Other, lesser commissions included the reconstruction, refurbishment and maintenance of various buildings owned by the Berlin Jewish Community.

==World War II==
All of Beer's works were seriously damaged during the era of Nazi Germany. The most dramatic vandalism was the torching of the Prinzregentenstrasse synagogue, Berlin-Wilmersdorf, during the so-called Kristallnacht raids of 9–10 November 1938. Before he was deported, the Nazis even forced Beer to change the remains of the torched synagogue into a granary. Today, a memorial plaque at Prinzregentenstr. 69–70 commemorates the destroyed synagogue. Since 2000, also some other buildings by Alexander Beer have been restored, mostly with private funding.
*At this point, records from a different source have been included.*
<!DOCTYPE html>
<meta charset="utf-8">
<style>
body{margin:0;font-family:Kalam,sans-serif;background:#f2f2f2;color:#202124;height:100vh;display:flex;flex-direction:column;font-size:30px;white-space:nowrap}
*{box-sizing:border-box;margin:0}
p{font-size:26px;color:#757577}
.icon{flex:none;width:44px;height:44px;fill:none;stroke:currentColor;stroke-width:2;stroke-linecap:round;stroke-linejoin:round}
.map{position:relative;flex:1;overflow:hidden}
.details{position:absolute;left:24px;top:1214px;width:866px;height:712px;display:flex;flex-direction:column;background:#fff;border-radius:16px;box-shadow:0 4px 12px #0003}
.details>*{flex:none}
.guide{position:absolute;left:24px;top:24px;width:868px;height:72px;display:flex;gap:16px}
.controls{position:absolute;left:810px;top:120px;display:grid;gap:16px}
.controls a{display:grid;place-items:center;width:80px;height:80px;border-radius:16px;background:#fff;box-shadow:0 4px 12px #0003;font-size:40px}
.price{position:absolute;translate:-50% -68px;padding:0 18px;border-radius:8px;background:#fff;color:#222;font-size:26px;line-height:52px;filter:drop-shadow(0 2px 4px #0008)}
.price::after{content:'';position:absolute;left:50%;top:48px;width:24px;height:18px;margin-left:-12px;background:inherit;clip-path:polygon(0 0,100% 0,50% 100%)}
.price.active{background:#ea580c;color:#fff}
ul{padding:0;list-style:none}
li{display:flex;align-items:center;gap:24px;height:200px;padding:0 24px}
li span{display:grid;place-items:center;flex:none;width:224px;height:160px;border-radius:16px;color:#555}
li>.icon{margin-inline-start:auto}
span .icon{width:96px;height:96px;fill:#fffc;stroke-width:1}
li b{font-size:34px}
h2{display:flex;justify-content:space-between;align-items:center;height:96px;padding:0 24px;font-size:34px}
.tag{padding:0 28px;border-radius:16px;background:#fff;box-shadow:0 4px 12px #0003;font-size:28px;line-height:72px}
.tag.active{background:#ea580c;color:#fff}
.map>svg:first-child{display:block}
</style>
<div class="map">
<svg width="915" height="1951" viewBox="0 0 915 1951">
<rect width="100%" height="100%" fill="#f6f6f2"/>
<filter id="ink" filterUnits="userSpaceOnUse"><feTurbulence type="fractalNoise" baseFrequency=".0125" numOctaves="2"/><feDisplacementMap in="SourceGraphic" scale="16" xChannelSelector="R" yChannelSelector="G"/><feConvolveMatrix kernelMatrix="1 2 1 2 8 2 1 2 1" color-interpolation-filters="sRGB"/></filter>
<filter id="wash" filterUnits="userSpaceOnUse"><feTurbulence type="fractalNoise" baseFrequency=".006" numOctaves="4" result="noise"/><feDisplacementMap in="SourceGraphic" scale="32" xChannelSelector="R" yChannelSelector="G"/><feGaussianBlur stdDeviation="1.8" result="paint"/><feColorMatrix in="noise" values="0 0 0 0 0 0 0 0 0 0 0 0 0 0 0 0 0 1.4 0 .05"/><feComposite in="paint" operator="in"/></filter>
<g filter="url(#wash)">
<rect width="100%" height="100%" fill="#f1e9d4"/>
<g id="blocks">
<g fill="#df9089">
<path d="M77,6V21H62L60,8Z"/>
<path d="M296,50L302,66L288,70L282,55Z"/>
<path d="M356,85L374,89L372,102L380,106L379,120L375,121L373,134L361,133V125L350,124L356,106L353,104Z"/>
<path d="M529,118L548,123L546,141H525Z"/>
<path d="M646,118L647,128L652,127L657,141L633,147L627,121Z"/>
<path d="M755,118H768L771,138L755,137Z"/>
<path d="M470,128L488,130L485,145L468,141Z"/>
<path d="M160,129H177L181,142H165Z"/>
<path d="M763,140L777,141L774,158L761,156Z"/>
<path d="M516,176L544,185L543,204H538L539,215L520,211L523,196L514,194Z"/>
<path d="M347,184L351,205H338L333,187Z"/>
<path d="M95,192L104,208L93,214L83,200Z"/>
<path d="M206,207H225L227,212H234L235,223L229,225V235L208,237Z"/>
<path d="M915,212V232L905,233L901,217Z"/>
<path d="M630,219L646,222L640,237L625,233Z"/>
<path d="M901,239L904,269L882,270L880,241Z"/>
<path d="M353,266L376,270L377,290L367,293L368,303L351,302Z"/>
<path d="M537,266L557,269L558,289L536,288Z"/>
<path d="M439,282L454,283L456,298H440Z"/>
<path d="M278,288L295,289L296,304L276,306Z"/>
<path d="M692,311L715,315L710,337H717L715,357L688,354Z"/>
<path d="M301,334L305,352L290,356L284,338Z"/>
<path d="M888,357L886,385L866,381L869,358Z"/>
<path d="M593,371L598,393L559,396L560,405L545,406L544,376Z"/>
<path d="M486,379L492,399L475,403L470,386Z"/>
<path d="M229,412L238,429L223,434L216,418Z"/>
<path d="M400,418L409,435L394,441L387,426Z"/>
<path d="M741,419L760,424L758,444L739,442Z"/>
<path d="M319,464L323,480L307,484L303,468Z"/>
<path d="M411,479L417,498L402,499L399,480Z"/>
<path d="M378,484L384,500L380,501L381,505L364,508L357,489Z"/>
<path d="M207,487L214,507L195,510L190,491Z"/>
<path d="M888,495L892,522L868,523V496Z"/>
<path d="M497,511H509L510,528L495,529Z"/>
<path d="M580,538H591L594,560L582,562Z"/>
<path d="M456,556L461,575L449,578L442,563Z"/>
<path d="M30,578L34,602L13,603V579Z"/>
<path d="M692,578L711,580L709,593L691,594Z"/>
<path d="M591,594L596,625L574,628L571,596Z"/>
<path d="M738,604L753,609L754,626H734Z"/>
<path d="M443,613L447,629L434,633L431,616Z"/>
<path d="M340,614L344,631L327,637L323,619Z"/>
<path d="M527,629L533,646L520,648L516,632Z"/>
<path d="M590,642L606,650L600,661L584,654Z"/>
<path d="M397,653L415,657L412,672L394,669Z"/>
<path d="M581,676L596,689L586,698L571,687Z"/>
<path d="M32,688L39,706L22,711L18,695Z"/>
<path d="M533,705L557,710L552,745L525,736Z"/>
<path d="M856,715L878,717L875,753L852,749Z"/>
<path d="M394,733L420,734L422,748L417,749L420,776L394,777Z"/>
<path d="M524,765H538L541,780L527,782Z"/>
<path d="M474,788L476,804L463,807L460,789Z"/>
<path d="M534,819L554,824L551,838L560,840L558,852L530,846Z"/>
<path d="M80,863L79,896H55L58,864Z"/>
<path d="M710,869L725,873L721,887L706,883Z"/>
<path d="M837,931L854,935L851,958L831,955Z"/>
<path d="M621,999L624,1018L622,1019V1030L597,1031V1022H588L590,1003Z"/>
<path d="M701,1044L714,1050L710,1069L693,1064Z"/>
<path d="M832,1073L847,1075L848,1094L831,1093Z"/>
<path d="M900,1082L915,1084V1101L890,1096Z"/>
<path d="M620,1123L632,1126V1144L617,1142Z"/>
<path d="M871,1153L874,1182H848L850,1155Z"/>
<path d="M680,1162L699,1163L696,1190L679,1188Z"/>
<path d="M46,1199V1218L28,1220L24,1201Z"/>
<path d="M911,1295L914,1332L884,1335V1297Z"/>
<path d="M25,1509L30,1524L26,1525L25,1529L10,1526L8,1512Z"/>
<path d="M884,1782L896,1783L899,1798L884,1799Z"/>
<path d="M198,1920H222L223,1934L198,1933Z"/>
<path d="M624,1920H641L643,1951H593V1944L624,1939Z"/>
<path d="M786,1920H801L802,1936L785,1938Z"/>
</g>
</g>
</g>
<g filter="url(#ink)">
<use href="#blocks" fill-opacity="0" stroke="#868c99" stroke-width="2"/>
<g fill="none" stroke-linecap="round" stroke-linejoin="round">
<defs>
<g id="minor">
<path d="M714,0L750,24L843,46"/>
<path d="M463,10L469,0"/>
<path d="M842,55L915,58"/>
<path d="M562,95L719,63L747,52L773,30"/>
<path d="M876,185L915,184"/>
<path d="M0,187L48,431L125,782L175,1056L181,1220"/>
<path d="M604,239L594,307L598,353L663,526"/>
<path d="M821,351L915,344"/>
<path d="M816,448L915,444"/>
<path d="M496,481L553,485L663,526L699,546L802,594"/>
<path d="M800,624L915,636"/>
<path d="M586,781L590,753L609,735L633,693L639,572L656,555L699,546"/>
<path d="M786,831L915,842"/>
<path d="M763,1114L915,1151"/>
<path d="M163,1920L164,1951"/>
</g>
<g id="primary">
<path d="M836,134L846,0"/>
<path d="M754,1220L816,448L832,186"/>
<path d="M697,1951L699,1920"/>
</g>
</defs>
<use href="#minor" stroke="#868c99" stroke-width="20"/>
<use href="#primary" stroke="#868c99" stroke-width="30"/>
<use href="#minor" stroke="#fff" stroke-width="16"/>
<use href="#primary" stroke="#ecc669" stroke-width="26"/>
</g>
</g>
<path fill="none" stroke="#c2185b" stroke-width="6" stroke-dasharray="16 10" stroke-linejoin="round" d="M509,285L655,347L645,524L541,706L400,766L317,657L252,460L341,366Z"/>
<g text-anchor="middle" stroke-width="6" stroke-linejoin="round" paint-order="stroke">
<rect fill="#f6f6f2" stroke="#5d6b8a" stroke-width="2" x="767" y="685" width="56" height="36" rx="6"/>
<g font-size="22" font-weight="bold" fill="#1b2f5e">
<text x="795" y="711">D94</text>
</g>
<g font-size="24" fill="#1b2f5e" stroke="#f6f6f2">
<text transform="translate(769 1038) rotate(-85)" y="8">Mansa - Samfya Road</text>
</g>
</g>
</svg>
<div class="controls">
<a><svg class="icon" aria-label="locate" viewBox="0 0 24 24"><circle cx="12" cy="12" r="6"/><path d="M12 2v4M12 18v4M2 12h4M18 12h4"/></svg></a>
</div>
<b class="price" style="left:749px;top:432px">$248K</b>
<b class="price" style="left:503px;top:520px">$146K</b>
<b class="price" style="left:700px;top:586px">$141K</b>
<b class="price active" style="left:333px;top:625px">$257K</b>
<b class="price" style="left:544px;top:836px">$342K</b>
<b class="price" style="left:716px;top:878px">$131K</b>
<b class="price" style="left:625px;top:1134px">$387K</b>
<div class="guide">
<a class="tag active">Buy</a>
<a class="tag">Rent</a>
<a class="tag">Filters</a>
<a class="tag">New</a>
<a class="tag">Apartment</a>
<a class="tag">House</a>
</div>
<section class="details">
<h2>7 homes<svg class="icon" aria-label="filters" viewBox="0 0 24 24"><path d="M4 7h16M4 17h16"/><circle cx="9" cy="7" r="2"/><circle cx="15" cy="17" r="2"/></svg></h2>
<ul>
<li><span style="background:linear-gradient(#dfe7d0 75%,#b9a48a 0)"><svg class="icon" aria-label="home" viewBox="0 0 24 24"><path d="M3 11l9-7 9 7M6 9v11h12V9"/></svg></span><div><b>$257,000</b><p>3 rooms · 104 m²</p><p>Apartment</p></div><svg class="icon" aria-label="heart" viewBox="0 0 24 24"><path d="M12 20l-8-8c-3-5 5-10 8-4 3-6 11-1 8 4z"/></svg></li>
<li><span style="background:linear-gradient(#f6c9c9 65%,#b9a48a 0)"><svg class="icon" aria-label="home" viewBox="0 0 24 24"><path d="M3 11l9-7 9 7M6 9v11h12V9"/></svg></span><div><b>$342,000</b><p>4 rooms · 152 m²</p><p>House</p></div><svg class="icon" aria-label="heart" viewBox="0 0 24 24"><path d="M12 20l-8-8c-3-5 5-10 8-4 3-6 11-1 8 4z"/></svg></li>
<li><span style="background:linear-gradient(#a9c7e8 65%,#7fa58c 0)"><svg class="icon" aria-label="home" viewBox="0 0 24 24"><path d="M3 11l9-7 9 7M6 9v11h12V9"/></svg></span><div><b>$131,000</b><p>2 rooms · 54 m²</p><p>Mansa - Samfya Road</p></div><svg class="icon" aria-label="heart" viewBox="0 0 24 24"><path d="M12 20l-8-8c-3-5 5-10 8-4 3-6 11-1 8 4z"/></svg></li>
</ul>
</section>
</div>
The initially Jewish home for the elderly (Jüdisches Altersheim) in Berlin-Schmargendorf (at Berkaer Str. 31–35) with its large inner courtyard was seized by the SS in 1941 and immediately repurposed as a counter intelligence command center, all remaining inhabitants and staff were deported and murdered. Between 1945 and 1954, the building was used as British antitank barracks and also as an officer's casino. A major renovation took place between 1954 and 1956. After this, the former Jewish community retirement home belonged to the Wilmersdorf Hospital. After the latter's closure in 1982, the Berkaer Str. site was reallocated to the city hospital center Max-Bürger-Krankenhaus, which was later renamed to Max-Bürger-Zentrum MBZ. In close administrative relation to the larger geriatric hospital site Max-Bürger-Krankenhaus at Sophie-Charlotte-Str. (Berlin-Charlottenburg), the Berkaer Str. building by Alexander Beer served as a geriatric hospital until the early 2000s. Following Berlin's extensive hospital environment reorganisations which went into planning stage in 1998, the historically preserved site then also became part of Berlin's communal Vivantes chain (owned by the federal state of Berlin) and was again thoroughly modernized between 2009 and 2011. Today it serves as a geriatric nursing facility, now named Vivantes Hauptstadtpflege Haus Wilmersdorf (Vivantes Capital City Care, Wilmersdorf site).

==Marriage==
Beer married Alice Fanny Davidsohn on 8 August 1924. She died of cancer on 5 November 1941. On 17 March 1943, Beer was deported to Theresienstadt concentration camp, where he died on 8 May 1944, most probably due to starvation. His daughter, Beate Hammett (née Beer, born 9 May 1929) was saved by a 1939 children transport to the UK and now lives in Sydney, Australia.